# PROBLEM
Copy each line of the data below in which the word "Convert" can be found.

# DATA SHOWN

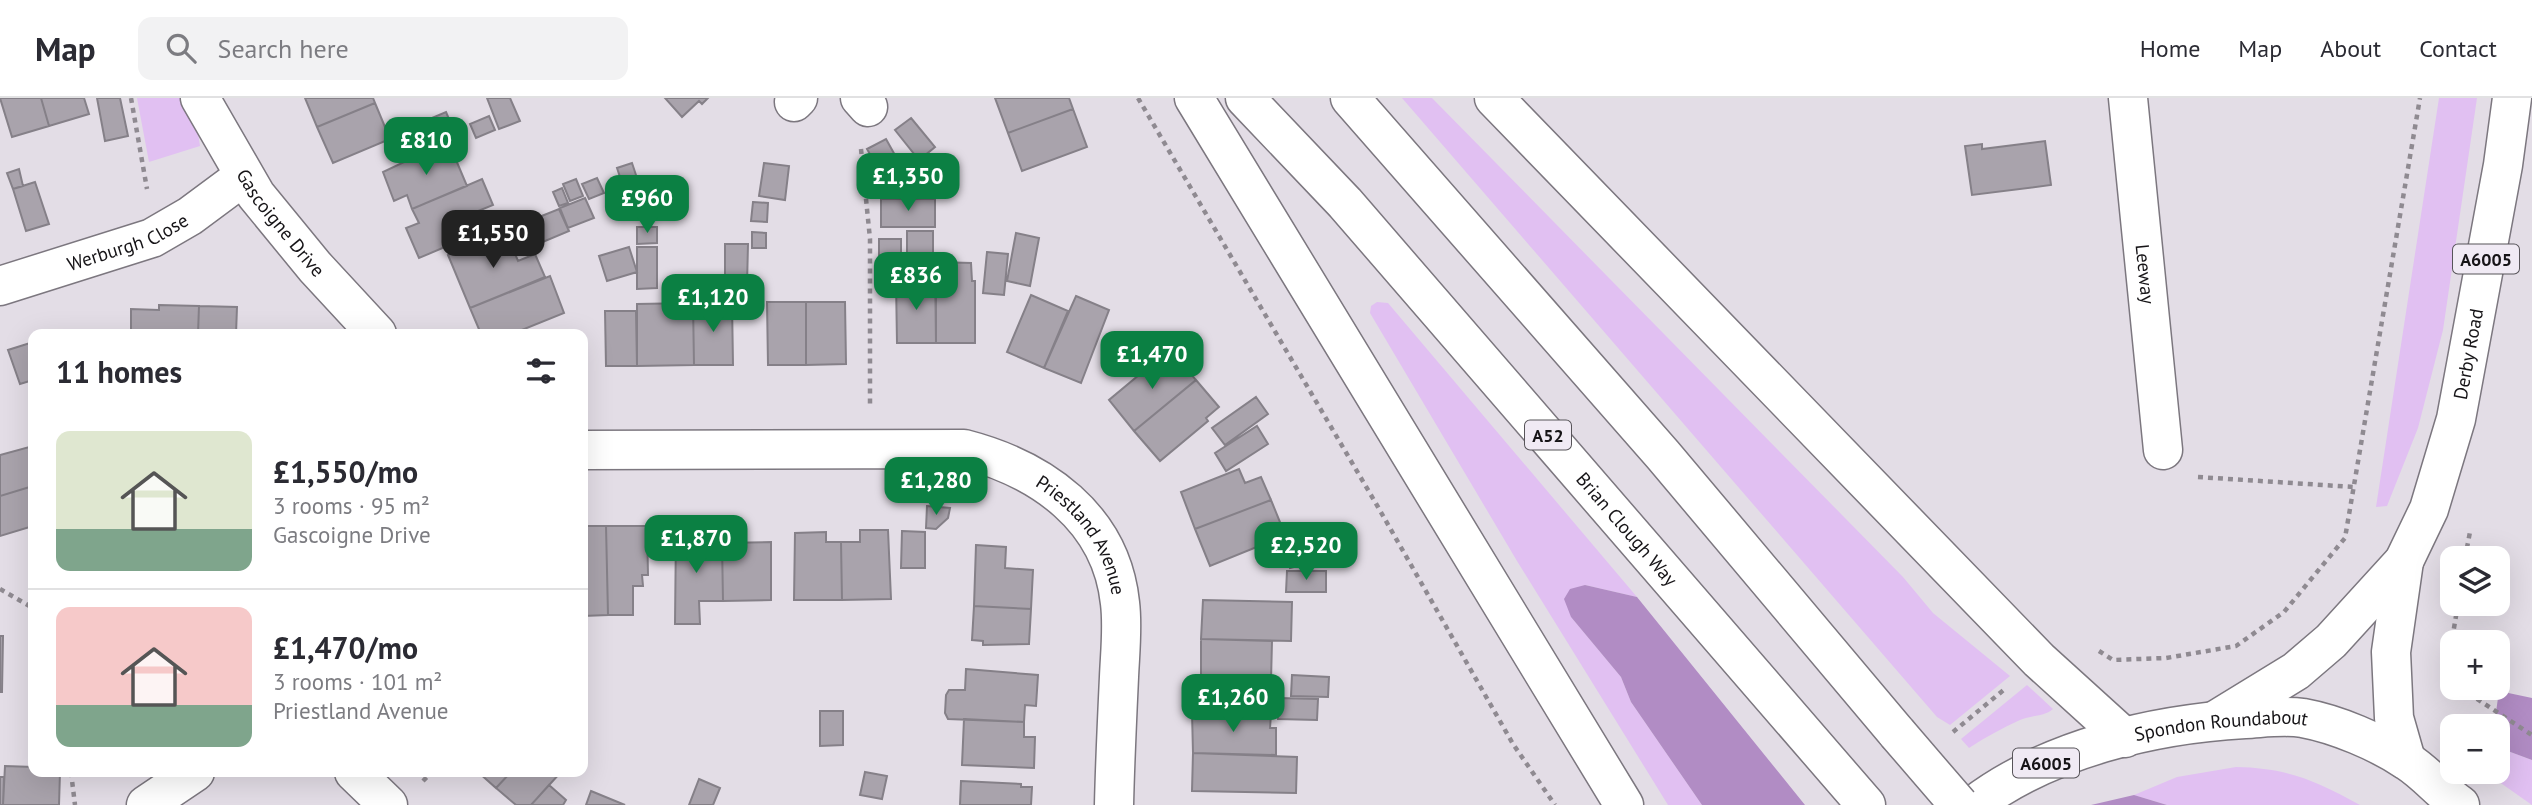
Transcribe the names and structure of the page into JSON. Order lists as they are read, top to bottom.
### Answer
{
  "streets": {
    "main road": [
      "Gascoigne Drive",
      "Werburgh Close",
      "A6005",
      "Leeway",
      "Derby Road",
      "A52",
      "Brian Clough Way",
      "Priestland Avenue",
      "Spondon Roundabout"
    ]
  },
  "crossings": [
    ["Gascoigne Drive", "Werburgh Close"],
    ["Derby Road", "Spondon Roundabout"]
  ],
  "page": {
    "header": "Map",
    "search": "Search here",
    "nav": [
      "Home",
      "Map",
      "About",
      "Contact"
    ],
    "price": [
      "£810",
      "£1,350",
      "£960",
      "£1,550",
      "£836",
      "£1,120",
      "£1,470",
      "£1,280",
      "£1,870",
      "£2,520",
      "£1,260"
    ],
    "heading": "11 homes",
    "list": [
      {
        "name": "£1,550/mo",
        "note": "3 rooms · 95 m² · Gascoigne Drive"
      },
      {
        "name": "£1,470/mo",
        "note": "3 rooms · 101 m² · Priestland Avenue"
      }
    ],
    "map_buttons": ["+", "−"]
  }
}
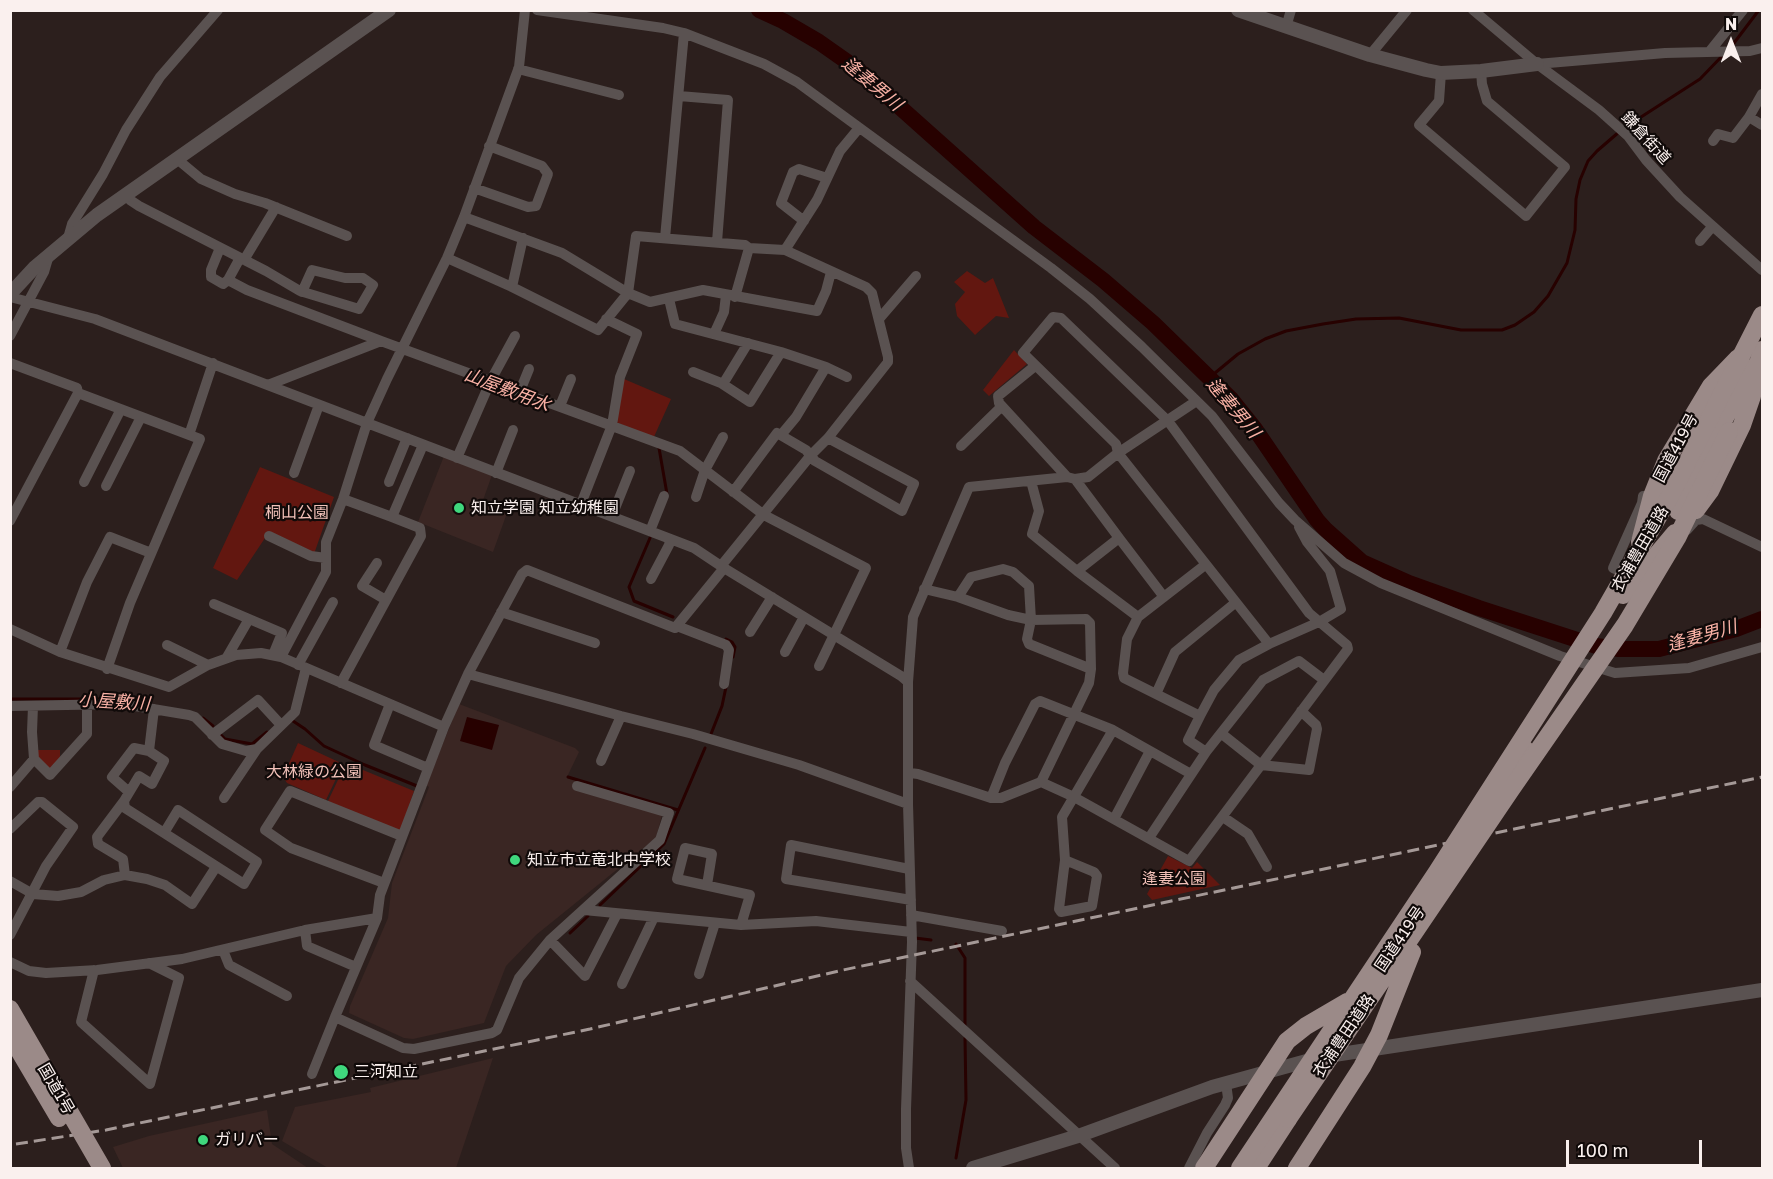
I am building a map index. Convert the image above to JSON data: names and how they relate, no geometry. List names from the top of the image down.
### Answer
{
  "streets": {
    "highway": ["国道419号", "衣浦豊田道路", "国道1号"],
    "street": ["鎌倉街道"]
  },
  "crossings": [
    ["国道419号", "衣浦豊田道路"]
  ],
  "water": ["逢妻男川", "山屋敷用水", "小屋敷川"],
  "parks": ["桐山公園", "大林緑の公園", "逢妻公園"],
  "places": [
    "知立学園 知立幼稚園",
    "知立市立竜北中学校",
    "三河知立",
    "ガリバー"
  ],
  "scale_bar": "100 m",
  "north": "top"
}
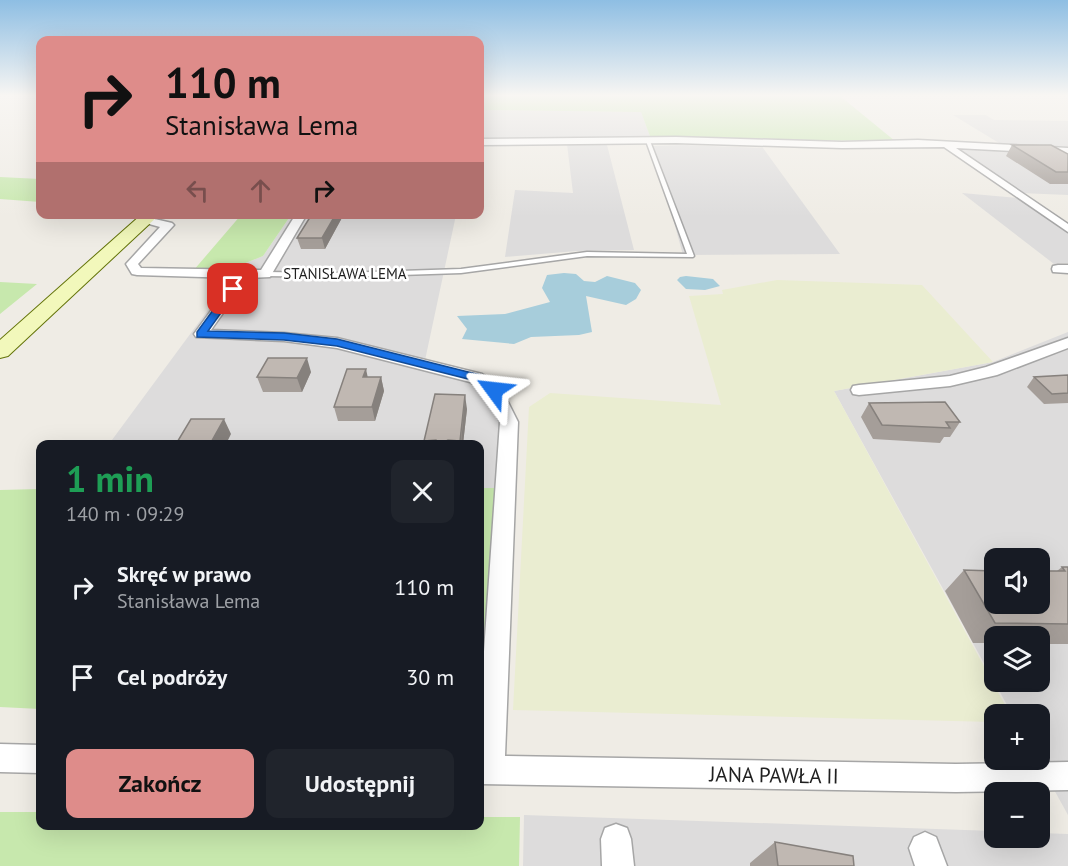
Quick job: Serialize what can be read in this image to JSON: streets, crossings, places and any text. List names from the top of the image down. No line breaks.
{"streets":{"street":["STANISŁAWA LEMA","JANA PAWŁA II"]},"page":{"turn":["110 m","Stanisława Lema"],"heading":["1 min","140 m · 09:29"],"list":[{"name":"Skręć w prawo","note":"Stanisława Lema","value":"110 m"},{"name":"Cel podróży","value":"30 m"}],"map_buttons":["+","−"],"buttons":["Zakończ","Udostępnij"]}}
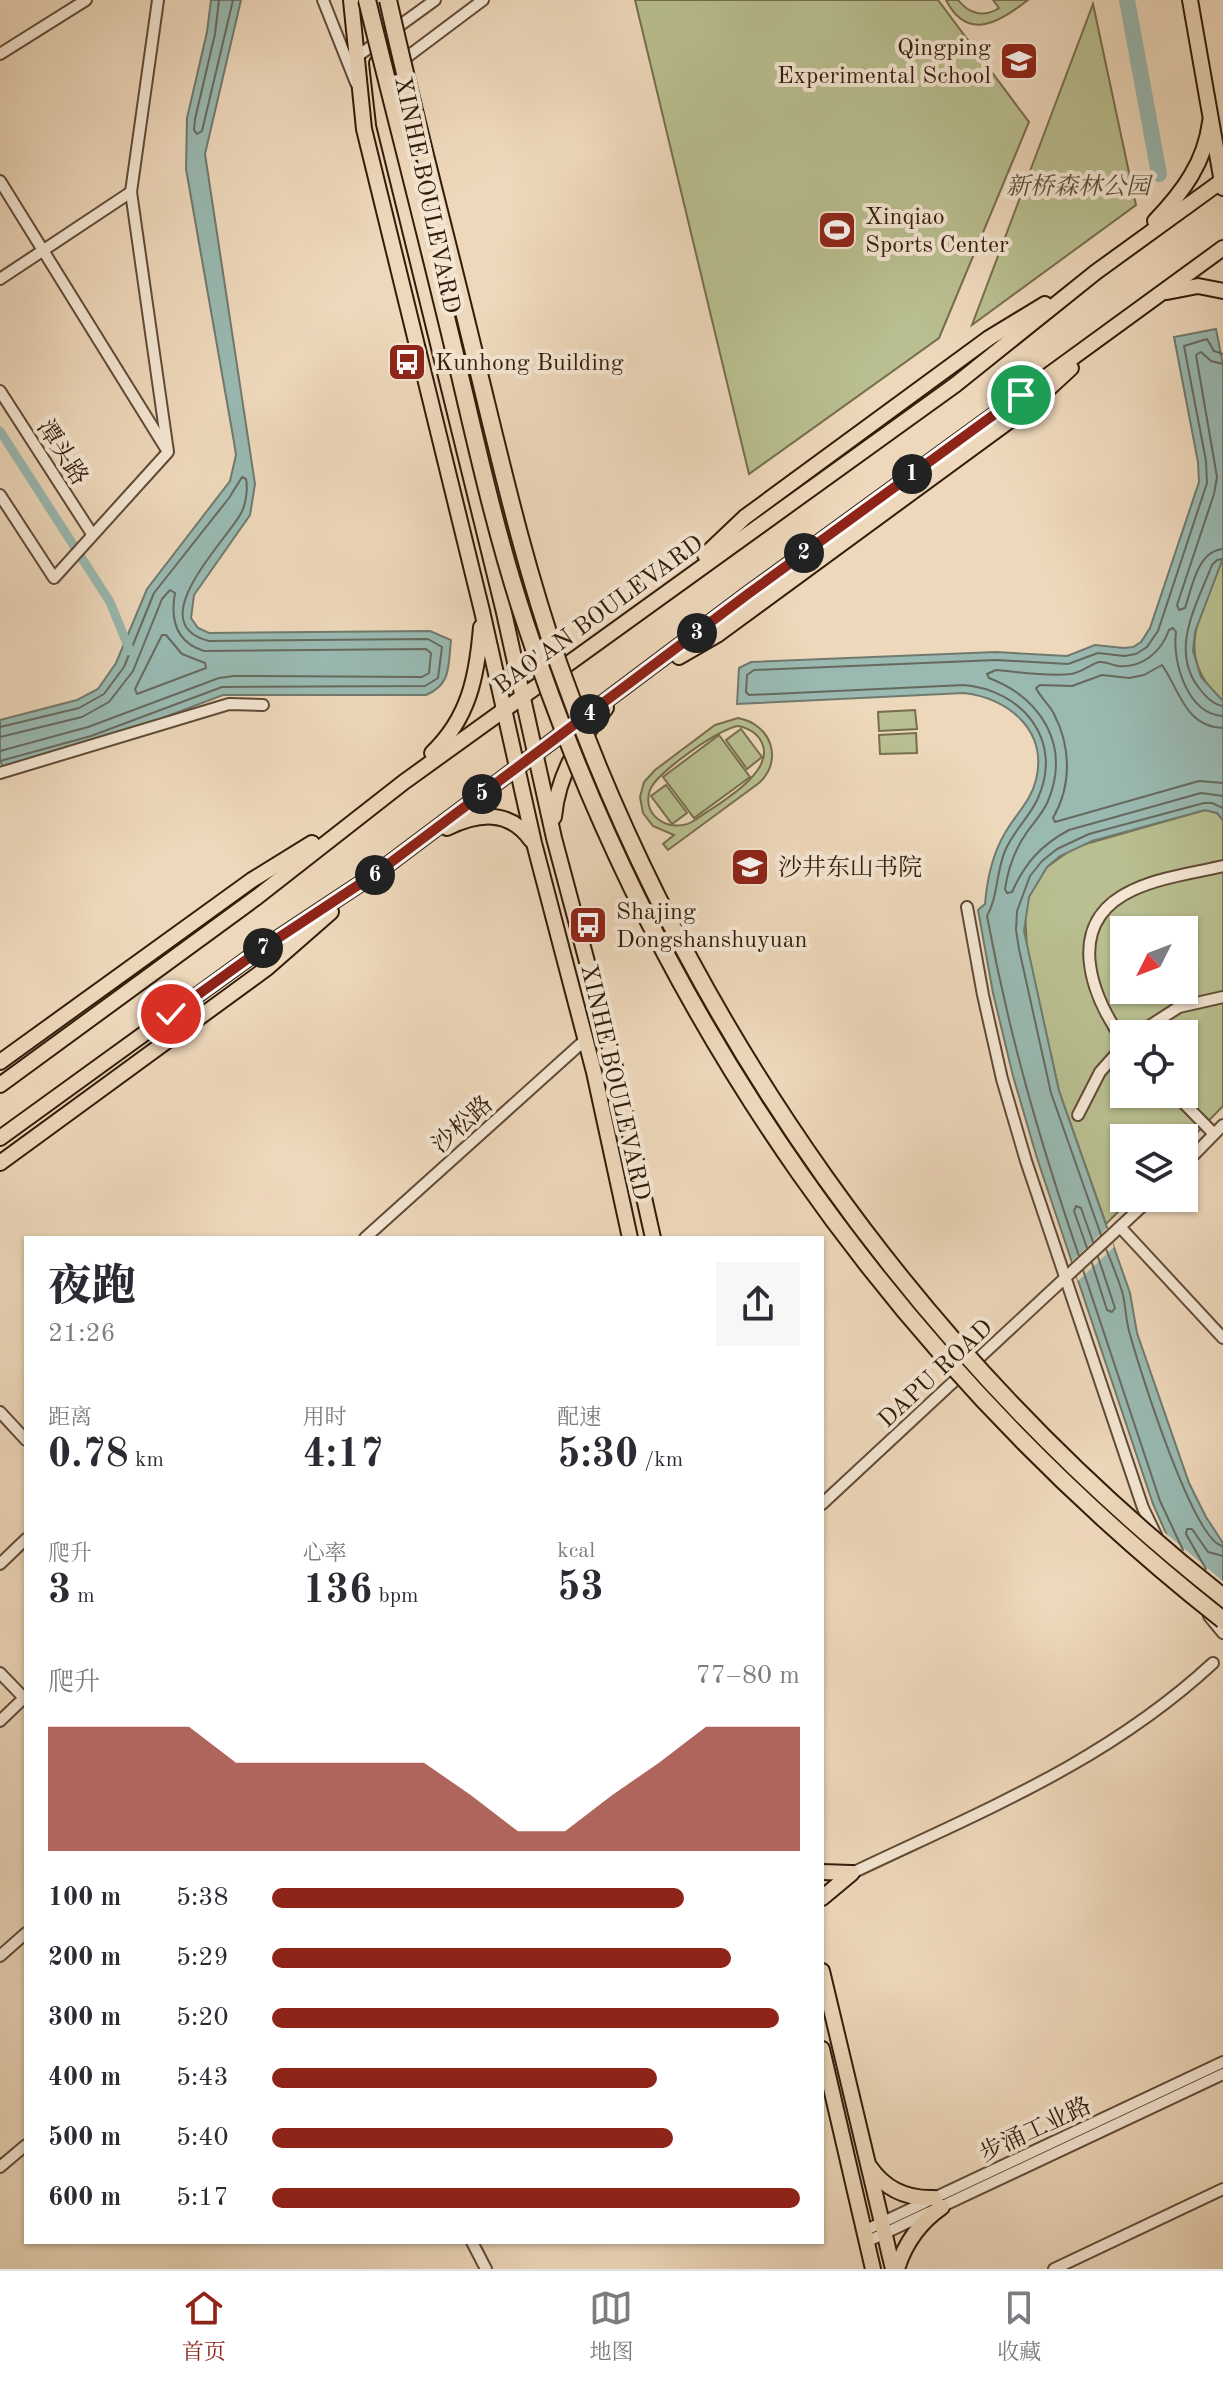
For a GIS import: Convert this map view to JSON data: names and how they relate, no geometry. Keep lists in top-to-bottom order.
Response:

# YOUR SOLUTION
I am building a map index. Convert the image above to JSON data: names and how they relate, no geometry. List names from the top of the image down.
For a GIS import: Convert this map view to JSON data: names and how they relate, no geometry. Keep lists in top-to-bottom order.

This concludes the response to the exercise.